While reading through the material below, copy each line that holds the word "absolute".

■ Study material ■
---------------

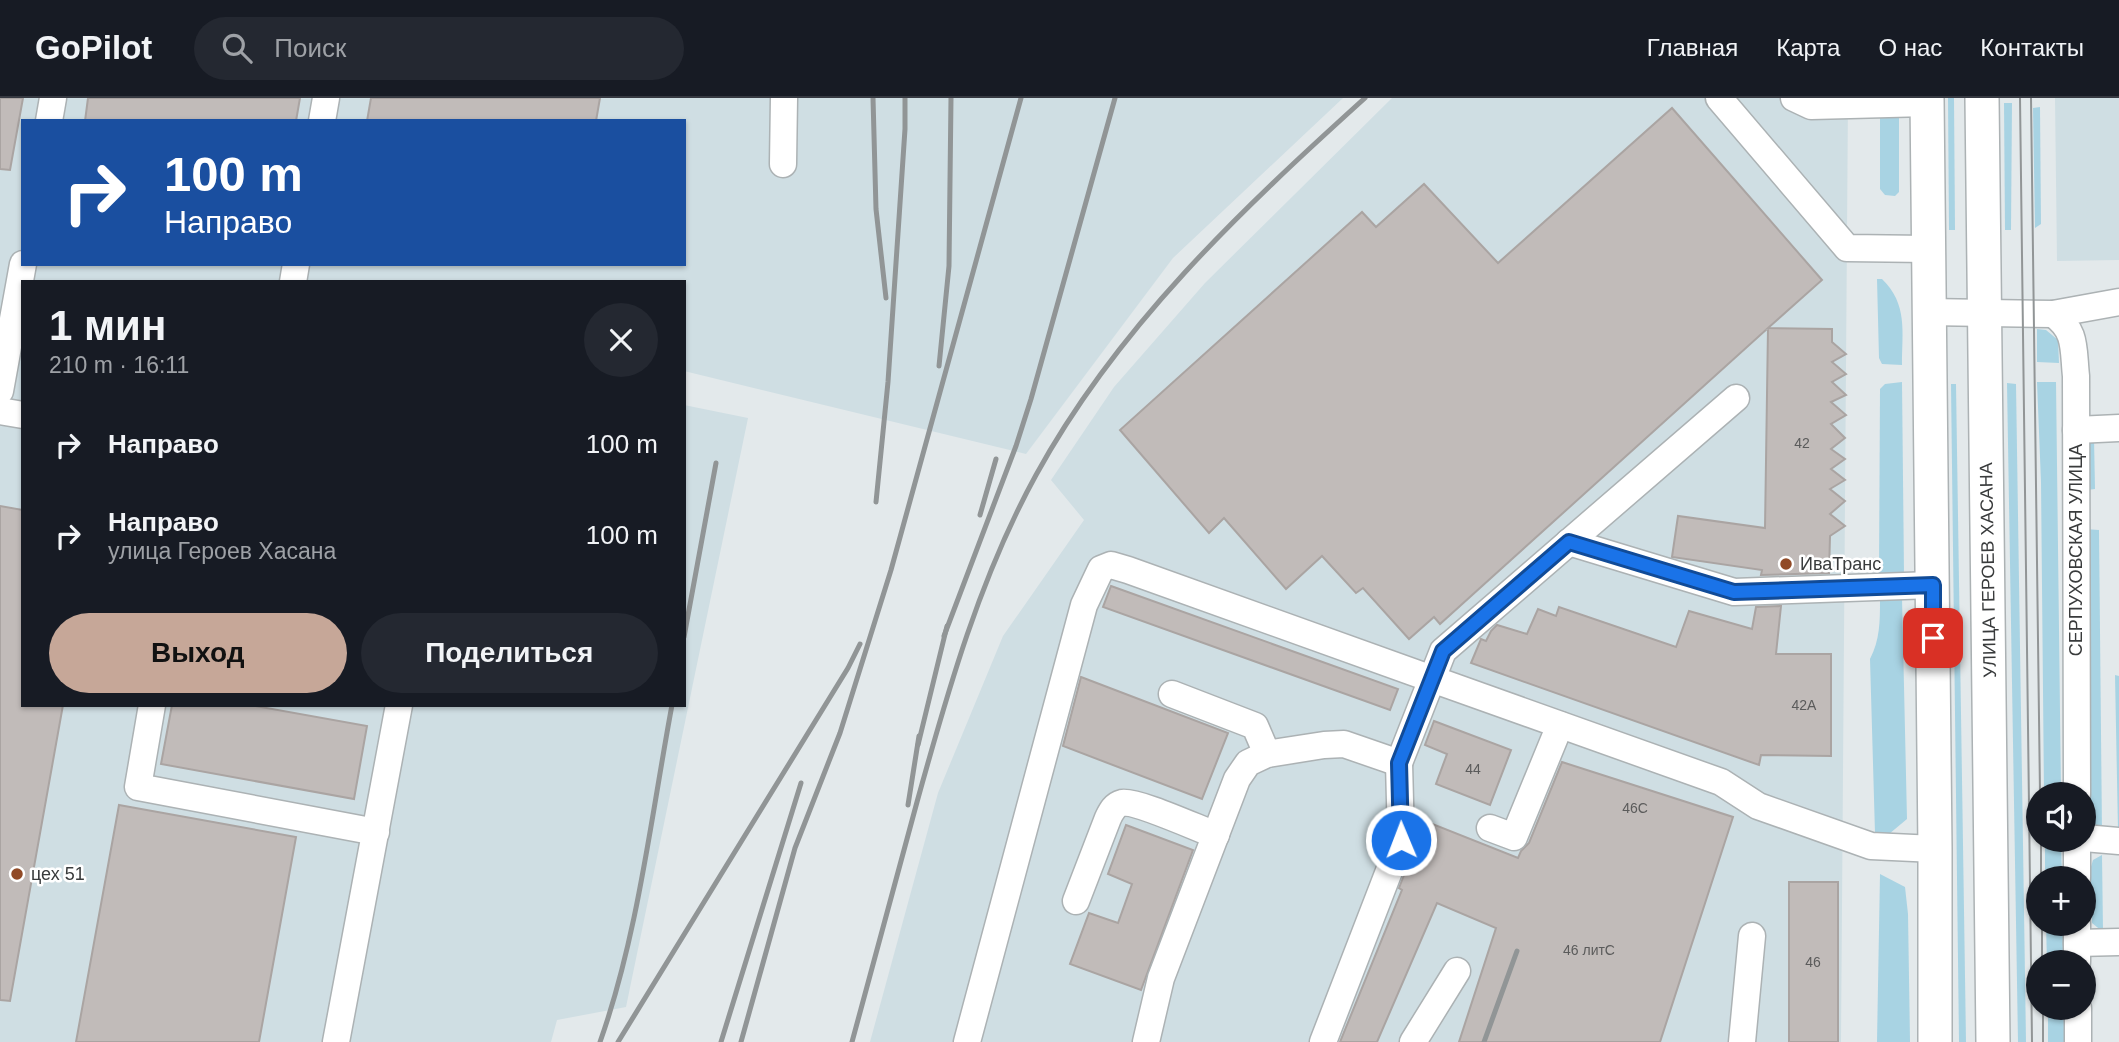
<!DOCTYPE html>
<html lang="ru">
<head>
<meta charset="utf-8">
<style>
	body { margin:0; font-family:Arial,sans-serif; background:#242831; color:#f1f3f6; height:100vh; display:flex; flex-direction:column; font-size:26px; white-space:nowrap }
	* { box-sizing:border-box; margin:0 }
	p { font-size:23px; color:#9ea1a6 }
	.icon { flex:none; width:38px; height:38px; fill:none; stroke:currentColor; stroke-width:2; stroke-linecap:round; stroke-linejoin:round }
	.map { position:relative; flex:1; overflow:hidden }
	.sheet { position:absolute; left:21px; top:182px; width:665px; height:427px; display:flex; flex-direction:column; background:#171b24; border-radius:0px; box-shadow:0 2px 5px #0004 }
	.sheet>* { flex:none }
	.hud { position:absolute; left:21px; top:21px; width:665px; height:147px; border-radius:0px; box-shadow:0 2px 5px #0004; background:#1a4fa0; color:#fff; overflow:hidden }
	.controls { position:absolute; left:2026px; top:684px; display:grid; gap:14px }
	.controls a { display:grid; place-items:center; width:70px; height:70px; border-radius:50%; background:#171b24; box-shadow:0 2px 5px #0004; font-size:35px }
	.pin { position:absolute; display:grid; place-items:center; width:60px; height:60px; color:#fff; margin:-30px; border-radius:14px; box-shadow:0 4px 10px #0006 }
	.me { position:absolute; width:77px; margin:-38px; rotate:359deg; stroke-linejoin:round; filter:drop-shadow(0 0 5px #0008) }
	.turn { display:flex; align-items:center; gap:24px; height:147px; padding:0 28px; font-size:32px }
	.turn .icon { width:91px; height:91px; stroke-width:2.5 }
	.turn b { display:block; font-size:49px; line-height:60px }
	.round { display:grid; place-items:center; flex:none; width:74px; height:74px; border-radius:37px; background:#242831 }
	.overview { display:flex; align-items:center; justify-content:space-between; height:119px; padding:0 28px }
	h1 { font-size:42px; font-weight:800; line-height:52px }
	.primary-button { display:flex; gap:14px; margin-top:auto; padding:14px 28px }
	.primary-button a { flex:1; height:80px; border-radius:42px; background:#c6a798; color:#111; font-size:28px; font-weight:800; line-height:80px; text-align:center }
	.primary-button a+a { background:#242831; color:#f1f3f6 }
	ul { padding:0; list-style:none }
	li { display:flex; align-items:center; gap:21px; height:91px; padding:0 28px }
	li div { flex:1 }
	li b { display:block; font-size:26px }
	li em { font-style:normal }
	header { display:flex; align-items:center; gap:42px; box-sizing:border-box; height:98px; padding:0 35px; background:#171b24; border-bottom:2px solid #363941 }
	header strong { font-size:33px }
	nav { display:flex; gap:38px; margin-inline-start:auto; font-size:24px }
	.search { width:490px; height:63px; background:#242831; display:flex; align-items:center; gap:18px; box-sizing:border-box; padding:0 24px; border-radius:38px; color:#9ea1a6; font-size:26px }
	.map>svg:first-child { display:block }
	.built { fill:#cfdee3; fill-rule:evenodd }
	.green { fill:#a8d3e3 }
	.building { fill:#c1bbb9; stroke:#aaa4a2; stroke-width:2 }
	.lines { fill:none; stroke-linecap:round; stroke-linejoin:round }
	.minor-casing { stroke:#acb2b4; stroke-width:29 }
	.major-casing { stroke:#acb2b4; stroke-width:36 }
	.minor { stroke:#fff; stroke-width:26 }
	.major { stroke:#fff; stroke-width:33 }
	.tram { stroke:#919596; stroke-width:2 }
	.rail { stroke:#919596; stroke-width:5 }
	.route-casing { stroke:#114b97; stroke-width:18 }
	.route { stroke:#1a73e8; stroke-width:12 }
	.poi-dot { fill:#914a26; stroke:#fff; stroke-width:2.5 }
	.labels { text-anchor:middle; stroke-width:5; stroke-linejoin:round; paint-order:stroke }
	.number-label { font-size:14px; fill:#5b5b5b }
	.street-label { font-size:18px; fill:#393b3c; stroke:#fff }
	.poi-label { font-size:18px; fill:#393b3c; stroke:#fff; text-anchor:start }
</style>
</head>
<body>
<header>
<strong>GoPilot</strong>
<div class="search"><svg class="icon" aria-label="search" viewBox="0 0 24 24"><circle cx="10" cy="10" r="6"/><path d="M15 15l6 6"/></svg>Поиск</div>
<nav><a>Главная</a><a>Карта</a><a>О нас</a><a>Контакты</a></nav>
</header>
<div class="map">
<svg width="2119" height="944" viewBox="0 0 2119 944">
	<rect width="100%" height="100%" fill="#e3e9eb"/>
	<g class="built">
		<path d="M0 0H1343L1173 160 1026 356 684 273V184H23V607H684V307L748 320 626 909 557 922 551 944H0ZM23 23H684V166H23Z"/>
		<polygon points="1392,0 1848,0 1841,944 870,944 938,695 1003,538 1084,422 1051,382 1114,289 1205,185"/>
		<polygon points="2055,0 2119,0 2119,162 2057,163"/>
	</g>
	<g class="green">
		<polygon points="1948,0 1954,0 1955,132 1949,132"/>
		<polygon points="2004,5 2012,5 2011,132 2005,132"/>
		<polygon points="2040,9 2041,126 2035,130 2033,10"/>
		<polygon points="1899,13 1899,94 1895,98 1885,97 1880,91 1880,14"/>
		<path d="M1877 181H1882C1908 206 1902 234 1902 267L1882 266 1879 260Z"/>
		<polygon points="2037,231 2046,232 2058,242 2059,265 2037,264"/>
		<polygon points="1902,284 1904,475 1879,476 1880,291 1885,286"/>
		<polygon points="2037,284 2056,284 2061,696 2044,696 2041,384"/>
		<polygon points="2007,285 2016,286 2026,944 2018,944"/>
		<polygon points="1951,286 1956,286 1966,944 1959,944"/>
		<polygon points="2094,340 2095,391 2087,392 2087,347"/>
		<polygon points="2085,431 2099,432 2102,735 2092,728 2088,711"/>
		<path d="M1902 500 1907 721 1889 736 1875 735 1870 561C1880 542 1880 523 1880 502Z"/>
		<polygon points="2115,577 2119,578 2119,733 2118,733"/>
		<polygon points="2045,742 2061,742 2062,780 2045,780"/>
		<polygon points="2102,757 2103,834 2092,825 2090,772 2093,762"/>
		<polygon points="1880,776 1905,789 1908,816 1910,944 1877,944"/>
		<polygon points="2046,826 2063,826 2063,864 2047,864"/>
		<rect x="2048" y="910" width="16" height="34"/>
	</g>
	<g class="building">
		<polygon points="0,0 23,0 10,72 0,71"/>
		<polygon points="88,0 300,0 296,23 85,23"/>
		<polygon points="371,0 600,0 596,23 367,23"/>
		<polygon points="1672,10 1822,182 1768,230 1832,231 1832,244 1846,256 1832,264 1846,276 1832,284 1846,297 1831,304 1846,317 1831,326 1845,340 1831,351 1845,361 1831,371 1845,382 1830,391 1845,403 1830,416 1845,428 1830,438 1829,475 1761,477 1762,472 1672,459 1678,418 1765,430 1768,230 1440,526 1434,519 1409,541 1363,490 1356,495 1322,458 1286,491 1224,420 1209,435 1120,332 1362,114 1376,129 1424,86 1498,165"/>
		<polygon points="0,408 23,412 23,607 63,607 10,903 0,902"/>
		<polygon points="1111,488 1398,591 1390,612 1103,509"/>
		<polygon points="1781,508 1776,556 1831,556 1831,658 1761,657 1759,667 1471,565 1481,541 1486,543 1491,533 1497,527 1527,536 1538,511 1556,518 1559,509 1676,549 1689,513 1752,531 1756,509"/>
		<polygon points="1081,579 1228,635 1202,701 1063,648"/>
		<polygon points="172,607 250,607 367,628 354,701 161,666"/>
		<polygon points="1434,623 1511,652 1490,707 1436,686 1447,656 1425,647"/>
		<polygon points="1562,664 1733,719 1660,944 1459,944 1496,830 1437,805 1377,944 1340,944 1402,792 1399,790 1425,723 1518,760 1521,753 1529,745"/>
		<polygon points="119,707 296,739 259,944 76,944"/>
		<polygon points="1126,727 1193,752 1141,892 1070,866 1089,815 1118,825 1132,786 1108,776"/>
		<rect x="1789" y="784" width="49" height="160"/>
	</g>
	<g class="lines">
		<defs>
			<g id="minor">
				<polyline points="1719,0 1847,150 1928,151"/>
				<polyline points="1794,0 1811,8 1927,5"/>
				<polyline points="49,23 53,0"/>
				<polyline points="322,23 326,0"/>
				<polyline points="783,66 784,0"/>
				<polyline points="293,184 296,166"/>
				<polyline points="1928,214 2053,216 2119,204"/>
				<path d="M2053 216C2077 233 2073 251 2076 278L2077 696"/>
				<polyline points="0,293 23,166"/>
				<polyline points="0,313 23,317"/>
				<polyline points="2076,332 2119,330"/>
				<polyline points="1569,444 1734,494 1932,487"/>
				<polyline points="1172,596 1255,628 1267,656"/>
				<polyline points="152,607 138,689 376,734"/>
				<polyline points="1490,730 1514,739 1560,627"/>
				<polyline points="2084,740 2119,743"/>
				<polyline points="2077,742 2077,780"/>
				<path d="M1076 803 1108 720C1111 714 1114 707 1122 705 1136 702 1199 731 1216 737"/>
				<polyline points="2077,826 2077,864"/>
				<polyline points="2077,845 2119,844"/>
				<polyline points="2078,910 2078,944"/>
				<polyline points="336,944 399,607"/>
				<polyline points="967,944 1084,507 1101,471 1111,467 1128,472 1432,581 1443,553 1736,300"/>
				<polyline points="1146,944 1161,880 1237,681 1248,665 1267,656 1324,647 1344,646 1399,665 1432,581 1721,684 1758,708 1871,748 1935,751"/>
				<polyline points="1323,944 1401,742 1399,665"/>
				<polyline points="1413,944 1457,873"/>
				<polyline points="1742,944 1752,838"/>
			</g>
			<g id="major">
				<polyline points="1927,0 1935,751 1935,944"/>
				<polyline points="1982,0 1993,944"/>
			</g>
		</defs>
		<use href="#minor" class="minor-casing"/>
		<use href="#major" class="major-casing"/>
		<use href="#minor" class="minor"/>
		<use href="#major" class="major"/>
		<g class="tram">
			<polyline points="2020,0 2032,944"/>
			<polyline points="2031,0 2040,696"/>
			<polyline points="2041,742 2041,780"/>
			<polyline points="2042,826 2042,864"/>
			<polyline points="2043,910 2043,944"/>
		</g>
		<g class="rail">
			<polyline points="873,0 876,111 886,200"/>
			<polyline points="939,268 949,168 951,0"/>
			<polyline points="876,404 888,284 905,31 905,0"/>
			<polyline points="980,417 996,361"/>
			<polyline points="944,538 1016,348 1031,301 1115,0"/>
			<polyline points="684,539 716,365"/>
			<polyline points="918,647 947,528"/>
			<polyline points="908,707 919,638"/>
			<path d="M600 944C638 837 651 719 672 607"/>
			<polyline points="618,944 848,570 860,546"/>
			<polyline points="721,944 801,685"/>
			<polyline points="741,944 795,750 840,635 891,472 1021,0"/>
			<path d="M852 944C874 864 895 784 917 704 948 592 980 479 1036 377 1117 229 1241 112 1365 0"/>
			<polyline points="1484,944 1517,853"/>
		</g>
	</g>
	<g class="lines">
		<defs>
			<polyline id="route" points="1401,742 1399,665 1443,553 1569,444 1734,494 1933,487 1933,540"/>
		</defs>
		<use href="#route" class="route-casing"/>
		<use href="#route" class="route"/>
	</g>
	<g class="poi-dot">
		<circle cx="1786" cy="466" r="7"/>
		<circle cx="17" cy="776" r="7"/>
	</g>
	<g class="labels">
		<g class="number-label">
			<text x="1802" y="350">42</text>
			<text x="1804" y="612">42А</text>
			<text x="1473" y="676">44</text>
			<text x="1635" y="715">46С</text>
			<text x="1589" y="857">46 литС</text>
			<text x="1813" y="869">46</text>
		</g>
		<g class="street-label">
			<text transform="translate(2076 452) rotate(-90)" y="6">СЕРПУХОВСКАЯ УЛИЦА</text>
			<text transform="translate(1988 472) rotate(-91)" y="6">УЛИЦА ГЕРОЕВ ХАСАНА</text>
		</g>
		<g class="poi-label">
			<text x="1800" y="472">ИваТранс</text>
			<text x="31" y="782">цех 51</text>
		</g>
	</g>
</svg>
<div class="controls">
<a><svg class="icon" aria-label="sound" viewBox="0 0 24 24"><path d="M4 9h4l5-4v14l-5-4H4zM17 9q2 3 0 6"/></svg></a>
<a>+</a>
<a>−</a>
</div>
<div class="pin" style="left:1933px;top:540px;background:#d93025"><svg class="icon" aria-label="arrive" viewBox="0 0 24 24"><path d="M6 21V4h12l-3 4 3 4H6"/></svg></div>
<svg class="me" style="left:1401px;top:742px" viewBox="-20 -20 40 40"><circle r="17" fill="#1a73e8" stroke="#fff" stroke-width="3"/><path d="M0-11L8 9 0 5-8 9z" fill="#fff"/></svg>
<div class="hud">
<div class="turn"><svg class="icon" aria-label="right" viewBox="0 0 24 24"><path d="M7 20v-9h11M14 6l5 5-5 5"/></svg><div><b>100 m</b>Направо</div></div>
</div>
<section class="sheet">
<div class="overview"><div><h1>1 мин</h1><p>210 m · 16:11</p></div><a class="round"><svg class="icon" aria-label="close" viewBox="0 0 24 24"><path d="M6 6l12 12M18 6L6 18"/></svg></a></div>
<ul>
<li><svg class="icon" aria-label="right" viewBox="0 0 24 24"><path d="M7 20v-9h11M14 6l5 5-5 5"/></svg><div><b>Направо</b></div><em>100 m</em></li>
<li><svg class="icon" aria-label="right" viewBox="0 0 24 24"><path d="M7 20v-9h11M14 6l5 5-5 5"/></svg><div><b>Направо</b><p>улица Героев Хасана</p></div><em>100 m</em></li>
</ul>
<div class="primary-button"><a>Выход</a><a>Поделиться</a></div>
</section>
</div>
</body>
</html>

---------------

■ Output below ■
	.sheet { position:absolute; left:21px; top:182px; width:665px; height:427px; display:flex; flex-direction:column; background:#171b24; border-radius:0px; box-shadow:0 2px 5px #0004 }
	.hud { position:absolute; left:21px; top:21px; width:665px; height:147px; border-radius:0px; box-shadow:0 2px 5px #0004; background:#1a4fa0; color:#fff; overflow:hidden }
	.controls { position:absolute; left:2026px; top:684px; display:grid; gap:14px }
	.pin { position:absolute; display:grid; place-items:center; width:60px; height:60px; color:#fff; margin:-30px; border-radius:14px; box-shadow:0 4px 10px #0006 }
	.me { position:absolute; width:77px; margin:-38px; rotate:359deg; stroke-linejoin:round; filter:drop-shadow(0 0 5px #0008) }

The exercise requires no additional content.